# Word - Formular



## Ken89 (15. Juli 2008)

Hallo Forumianer 

ist es möglich, dass ich in Word ein Formular erstelle welches einem Textfeld in html ähnelt und durch dies sich der User klicken muss 

bsp. wie eine Anmeldescript o.ä. 
Dass eine Frage auftauch: "Username:" <textfeld> hier kann der user sein namen eingeben </textfeld> 
.. diese Daten sollten dann später in ne Liste bzw, Datei gespeichert werden 


Ich hoffe ihr sagt ja und könnt mir noch erklären wie das geht 

.. wenn nicht, ist es mit excel möglich ?


----------



## duckdonald (17. Juli 2008)

Hi,
um ein Formular mit Word zu erstellen aktiviere die Symbolleiste "Formular" und füge an den entsprechenden Stellen, wo der User was eingeben soll entsprechende Felder wie Textfeld, Checkbox oder Dropdownfeld ein.
Ein rechtsklick->Eigenschaften oder Doppelklick auf das entsprechende Feld öffnet den Eigenschafftsdialog in dem sich je nach Art des Feldes Einschränkungen oder Ähnliches definieren lassen.
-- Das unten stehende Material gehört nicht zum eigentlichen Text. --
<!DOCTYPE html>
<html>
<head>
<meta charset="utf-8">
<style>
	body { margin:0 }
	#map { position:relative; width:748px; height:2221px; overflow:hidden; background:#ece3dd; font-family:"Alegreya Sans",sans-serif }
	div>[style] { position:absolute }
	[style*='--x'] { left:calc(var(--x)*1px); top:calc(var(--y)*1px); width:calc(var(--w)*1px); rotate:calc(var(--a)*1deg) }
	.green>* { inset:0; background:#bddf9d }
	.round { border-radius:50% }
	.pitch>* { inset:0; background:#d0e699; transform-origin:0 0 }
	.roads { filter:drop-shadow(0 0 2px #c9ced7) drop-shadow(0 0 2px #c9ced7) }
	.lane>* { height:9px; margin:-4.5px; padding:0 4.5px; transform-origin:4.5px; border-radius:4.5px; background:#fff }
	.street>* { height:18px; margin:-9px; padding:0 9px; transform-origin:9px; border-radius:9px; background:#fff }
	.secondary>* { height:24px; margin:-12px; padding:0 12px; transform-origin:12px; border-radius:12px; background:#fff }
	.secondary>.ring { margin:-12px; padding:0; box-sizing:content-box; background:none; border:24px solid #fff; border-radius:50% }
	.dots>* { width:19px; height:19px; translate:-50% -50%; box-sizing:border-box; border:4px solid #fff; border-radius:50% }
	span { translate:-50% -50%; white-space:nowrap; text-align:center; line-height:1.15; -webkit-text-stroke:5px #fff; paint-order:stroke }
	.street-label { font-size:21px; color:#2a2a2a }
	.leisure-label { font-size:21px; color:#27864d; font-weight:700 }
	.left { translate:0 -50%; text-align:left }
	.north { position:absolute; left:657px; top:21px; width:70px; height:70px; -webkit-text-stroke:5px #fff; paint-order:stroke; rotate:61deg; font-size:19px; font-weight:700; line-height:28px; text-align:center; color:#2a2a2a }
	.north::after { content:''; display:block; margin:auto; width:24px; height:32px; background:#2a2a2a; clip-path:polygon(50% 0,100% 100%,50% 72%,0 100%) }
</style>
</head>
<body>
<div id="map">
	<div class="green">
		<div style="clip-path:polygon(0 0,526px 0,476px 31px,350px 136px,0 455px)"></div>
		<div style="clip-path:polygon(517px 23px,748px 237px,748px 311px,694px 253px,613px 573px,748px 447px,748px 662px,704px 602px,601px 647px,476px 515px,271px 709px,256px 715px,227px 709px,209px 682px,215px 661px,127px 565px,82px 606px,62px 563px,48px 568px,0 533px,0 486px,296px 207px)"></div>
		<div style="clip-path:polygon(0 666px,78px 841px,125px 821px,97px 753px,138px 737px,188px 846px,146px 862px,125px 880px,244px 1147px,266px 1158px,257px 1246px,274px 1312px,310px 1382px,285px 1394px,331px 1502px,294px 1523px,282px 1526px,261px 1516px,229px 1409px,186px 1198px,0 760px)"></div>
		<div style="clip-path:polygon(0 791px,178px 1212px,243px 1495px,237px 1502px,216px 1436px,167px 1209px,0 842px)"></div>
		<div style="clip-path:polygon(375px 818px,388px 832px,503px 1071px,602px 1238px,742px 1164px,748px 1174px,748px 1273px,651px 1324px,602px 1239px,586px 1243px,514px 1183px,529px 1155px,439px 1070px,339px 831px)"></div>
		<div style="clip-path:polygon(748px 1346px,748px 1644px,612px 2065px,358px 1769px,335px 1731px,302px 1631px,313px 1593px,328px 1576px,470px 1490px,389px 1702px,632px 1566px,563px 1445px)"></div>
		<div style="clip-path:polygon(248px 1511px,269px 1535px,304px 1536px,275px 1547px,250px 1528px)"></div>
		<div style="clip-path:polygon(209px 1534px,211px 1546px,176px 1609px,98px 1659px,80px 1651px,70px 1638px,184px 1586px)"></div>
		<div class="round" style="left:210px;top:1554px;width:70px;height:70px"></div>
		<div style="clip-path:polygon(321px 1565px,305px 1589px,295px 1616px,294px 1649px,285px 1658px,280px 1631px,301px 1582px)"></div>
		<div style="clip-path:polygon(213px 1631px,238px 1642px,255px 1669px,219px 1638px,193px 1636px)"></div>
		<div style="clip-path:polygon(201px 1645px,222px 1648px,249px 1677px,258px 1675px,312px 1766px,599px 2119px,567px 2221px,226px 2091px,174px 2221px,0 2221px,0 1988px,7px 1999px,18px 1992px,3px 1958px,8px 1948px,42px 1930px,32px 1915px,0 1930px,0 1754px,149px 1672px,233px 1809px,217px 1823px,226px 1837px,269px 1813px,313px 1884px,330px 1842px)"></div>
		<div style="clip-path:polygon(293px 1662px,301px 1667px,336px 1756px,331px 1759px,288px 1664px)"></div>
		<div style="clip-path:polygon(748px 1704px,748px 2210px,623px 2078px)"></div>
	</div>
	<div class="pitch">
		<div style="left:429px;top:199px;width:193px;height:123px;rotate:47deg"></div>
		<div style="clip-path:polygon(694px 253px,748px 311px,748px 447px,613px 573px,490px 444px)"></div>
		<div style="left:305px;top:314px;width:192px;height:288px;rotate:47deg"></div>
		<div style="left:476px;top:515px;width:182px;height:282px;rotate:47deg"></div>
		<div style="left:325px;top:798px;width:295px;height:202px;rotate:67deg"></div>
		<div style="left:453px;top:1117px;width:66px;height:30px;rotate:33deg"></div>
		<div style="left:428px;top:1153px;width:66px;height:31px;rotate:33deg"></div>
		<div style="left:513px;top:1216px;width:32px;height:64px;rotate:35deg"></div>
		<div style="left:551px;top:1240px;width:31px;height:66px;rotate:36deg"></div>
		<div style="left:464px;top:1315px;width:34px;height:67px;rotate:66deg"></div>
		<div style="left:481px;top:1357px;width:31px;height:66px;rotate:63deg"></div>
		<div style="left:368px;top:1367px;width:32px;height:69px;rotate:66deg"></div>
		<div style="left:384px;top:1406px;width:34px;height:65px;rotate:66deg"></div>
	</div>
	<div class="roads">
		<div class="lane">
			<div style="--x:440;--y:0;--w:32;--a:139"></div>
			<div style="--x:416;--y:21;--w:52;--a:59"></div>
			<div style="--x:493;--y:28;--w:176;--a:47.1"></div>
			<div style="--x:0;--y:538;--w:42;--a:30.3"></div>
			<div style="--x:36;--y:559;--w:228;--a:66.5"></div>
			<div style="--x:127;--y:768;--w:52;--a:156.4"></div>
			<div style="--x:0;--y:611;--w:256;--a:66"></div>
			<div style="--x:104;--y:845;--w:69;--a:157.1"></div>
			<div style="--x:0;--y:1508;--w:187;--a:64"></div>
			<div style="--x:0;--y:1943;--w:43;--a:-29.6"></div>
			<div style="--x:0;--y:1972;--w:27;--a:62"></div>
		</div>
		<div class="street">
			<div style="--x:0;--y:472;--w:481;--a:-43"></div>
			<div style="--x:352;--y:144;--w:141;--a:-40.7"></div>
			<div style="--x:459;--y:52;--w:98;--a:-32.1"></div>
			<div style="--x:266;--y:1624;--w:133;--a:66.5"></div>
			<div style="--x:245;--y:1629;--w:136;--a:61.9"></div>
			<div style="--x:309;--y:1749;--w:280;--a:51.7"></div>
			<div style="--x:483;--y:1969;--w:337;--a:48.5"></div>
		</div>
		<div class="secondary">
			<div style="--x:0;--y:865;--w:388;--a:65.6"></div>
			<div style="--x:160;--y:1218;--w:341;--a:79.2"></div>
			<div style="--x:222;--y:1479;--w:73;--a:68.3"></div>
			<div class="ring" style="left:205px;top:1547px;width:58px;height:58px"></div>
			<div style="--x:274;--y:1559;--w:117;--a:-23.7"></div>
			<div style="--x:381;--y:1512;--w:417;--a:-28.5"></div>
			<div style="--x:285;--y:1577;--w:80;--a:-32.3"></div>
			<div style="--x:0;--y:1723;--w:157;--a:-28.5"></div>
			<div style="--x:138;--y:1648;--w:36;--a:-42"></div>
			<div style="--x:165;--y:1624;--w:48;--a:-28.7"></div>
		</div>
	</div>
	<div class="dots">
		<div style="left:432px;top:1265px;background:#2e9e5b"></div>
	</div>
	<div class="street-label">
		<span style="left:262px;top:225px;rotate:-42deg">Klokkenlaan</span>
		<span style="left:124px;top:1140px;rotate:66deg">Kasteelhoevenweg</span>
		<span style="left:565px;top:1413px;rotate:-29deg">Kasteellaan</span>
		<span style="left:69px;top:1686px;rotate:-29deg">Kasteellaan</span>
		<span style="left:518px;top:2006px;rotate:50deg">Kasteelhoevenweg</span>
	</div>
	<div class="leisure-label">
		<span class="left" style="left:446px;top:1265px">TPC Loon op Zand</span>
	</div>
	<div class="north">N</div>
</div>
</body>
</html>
Nachdem das Formular fertig kreiert wurde, wird mit einem einfachen klick auf das Schlosssymbol ("Formular schützen") das Formular selbst gegen Veränderungen geschützt und nur die Felder kann nun was eingetragen werden. Mit dem Icon "Formular-Schattierungen" lassen sich die Felder farblich hervorheben.

Gruß DD


----------